I have to do a lot of calculations that take lot of time, and using a Do loop is simply too long. It is the first time I am using ParallelDo and it is not working as fast as it should. I am sure it is an easy fix, likely due to how I define the variables (shared, not shared... I cannot understand how to do it right).
My code is the following:
(*Parameter to set the size of the computation. in the final version will be 15*)
Dim = 8;
(*Matrices considered*)
eHe = RandomReal[{-1, 1}, {2^Dim, 2^Dim}];
eHe = eHe + ConjugateTranspose[eHe];
(*Some parameters*)
Nst = Log2[Length[eHe]]
SysDim = N[2^Nst];
(Matrices for the scalar product)
PauliString = {"Id", "X", "Y", "Z"};
S0 = SparseArray[{{1, 1} -> N[1], {2, 2} -> N[1]}];
S1 = SparseArray[{{1, 2} -> N[1], {2, 1} -> N[1]}];
S2 = SparseArray[{{1, 2} -> N[-I], {2, 1} -> N[I]}];
S3 = SparseArray[{{1, 1} -> N[1], {2, 2} -> N[-1]}];
SVec = {S0, S1, S2, S3};
(Parameters for the ParallelDo)
Soglia = 10^-10;
Hper = eHe;
resHper = {};
SetSharedVariable[resHper];
(ParallelDo)
ParallelDo[
tmp = Tr[
ConjugateTranspose[
Apply[KroneckerProduct,
Table[SVec[[el[[j]]]], {j, 1, Nst}]]].Hper]/SysDim;
If[Abs[tmp] > Soglia,
AppendTo[resHper,
Flatten[
Append[{tmp},
Table[PauliString[[el[[j]]]], {j, 1, Nst}]
]
]
]
]
, {el, Tuples[{1, 2, 3, 4}, Nst]}]
Here, Hper and Apply[KroneckerProduct,Table[Vec[[el[[j]]]],{j, 1, Nst}]]] are matrices and Table[PauliString[[el[[j]]]] a table of strings. The ParallelDo loop actually works, but is seemingly much slower if compared to a normal Do loop...

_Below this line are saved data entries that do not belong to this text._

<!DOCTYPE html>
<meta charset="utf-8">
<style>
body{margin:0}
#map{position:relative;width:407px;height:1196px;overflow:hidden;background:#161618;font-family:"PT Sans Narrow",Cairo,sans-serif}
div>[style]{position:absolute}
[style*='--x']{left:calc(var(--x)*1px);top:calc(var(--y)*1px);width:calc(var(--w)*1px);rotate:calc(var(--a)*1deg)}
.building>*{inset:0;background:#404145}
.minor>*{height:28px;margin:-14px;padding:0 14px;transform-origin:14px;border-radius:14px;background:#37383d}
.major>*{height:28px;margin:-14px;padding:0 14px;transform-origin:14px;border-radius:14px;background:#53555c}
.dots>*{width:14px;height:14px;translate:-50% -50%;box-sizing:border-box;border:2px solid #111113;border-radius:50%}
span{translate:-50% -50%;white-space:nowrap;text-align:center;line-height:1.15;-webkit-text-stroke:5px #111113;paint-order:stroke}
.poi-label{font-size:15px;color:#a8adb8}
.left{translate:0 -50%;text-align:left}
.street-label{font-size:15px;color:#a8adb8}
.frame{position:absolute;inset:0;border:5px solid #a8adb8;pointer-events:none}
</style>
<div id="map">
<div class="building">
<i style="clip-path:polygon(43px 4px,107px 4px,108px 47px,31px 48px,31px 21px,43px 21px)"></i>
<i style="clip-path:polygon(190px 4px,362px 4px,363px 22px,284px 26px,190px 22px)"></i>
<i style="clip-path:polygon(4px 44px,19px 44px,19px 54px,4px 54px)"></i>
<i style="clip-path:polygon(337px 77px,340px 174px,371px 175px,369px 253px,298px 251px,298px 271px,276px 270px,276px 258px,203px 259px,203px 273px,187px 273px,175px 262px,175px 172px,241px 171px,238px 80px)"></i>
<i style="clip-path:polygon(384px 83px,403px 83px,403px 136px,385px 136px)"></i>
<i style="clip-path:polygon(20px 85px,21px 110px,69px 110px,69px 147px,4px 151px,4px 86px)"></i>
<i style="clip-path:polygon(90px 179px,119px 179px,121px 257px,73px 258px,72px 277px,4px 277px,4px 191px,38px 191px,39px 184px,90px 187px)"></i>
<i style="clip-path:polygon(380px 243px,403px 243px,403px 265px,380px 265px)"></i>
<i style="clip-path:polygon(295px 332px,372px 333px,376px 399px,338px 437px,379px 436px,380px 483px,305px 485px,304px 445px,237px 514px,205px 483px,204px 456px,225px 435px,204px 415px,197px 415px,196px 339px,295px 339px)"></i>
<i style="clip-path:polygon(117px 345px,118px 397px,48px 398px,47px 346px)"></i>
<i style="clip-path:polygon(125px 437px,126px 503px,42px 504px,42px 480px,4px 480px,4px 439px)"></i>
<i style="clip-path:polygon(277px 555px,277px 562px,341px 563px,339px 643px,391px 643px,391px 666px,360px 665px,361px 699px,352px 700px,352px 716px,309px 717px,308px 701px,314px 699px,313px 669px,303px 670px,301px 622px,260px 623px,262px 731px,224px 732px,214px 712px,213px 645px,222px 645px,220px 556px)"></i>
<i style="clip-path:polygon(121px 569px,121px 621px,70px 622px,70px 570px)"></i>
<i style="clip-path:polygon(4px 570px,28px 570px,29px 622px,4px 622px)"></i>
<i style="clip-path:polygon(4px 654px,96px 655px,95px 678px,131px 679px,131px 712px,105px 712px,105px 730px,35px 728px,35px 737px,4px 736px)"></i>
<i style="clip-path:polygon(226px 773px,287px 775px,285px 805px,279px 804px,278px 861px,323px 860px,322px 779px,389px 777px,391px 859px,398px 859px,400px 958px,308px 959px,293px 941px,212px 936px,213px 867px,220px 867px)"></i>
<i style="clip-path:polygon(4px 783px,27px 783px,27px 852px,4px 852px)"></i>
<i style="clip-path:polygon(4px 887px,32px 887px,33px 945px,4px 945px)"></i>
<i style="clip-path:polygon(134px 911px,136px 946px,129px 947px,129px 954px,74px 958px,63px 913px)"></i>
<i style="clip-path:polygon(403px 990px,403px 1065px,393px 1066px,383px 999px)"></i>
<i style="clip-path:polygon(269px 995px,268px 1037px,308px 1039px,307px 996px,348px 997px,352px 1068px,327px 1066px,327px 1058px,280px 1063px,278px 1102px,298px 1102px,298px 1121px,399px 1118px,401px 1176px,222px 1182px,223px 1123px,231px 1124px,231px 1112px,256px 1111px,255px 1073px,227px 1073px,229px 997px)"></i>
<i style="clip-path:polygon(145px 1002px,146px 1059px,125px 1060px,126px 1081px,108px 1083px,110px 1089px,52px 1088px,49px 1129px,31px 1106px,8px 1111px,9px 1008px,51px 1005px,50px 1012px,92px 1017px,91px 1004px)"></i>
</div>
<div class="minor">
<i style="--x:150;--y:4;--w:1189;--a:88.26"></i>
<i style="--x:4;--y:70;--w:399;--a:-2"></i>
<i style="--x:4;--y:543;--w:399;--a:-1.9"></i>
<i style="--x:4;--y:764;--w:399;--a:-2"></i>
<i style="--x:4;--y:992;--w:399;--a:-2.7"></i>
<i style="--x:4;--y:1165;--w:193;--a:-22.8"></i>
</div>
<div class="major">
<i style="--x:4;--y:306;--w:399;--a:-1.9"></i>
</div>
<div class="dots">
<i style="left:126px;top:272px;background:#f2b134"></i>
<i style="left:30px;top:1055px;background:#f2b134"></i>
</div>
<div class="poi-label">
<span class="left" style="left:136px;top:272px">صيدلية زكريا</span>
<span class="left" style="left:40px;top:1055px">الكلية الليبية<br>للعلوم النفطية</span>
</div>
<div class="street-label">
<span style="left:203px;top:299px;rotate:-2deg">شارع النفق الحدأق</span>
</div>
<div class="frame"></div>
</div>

I have spent really long time, and have not understood where the problem is. Any help would be really appreciated. Thanks!
UPDATE: The code above now seems to yield the correct result, but is much slower than expected. I have benchmarked the code by substituting ParallelDo with Do and the first takes up to 18 times longer if compared to Do. I have checked the CPU and it is always mostly unused when using the ParallelDo. I guess it is because Mathematica has trouble with the tmp variable inside the ParallelDo?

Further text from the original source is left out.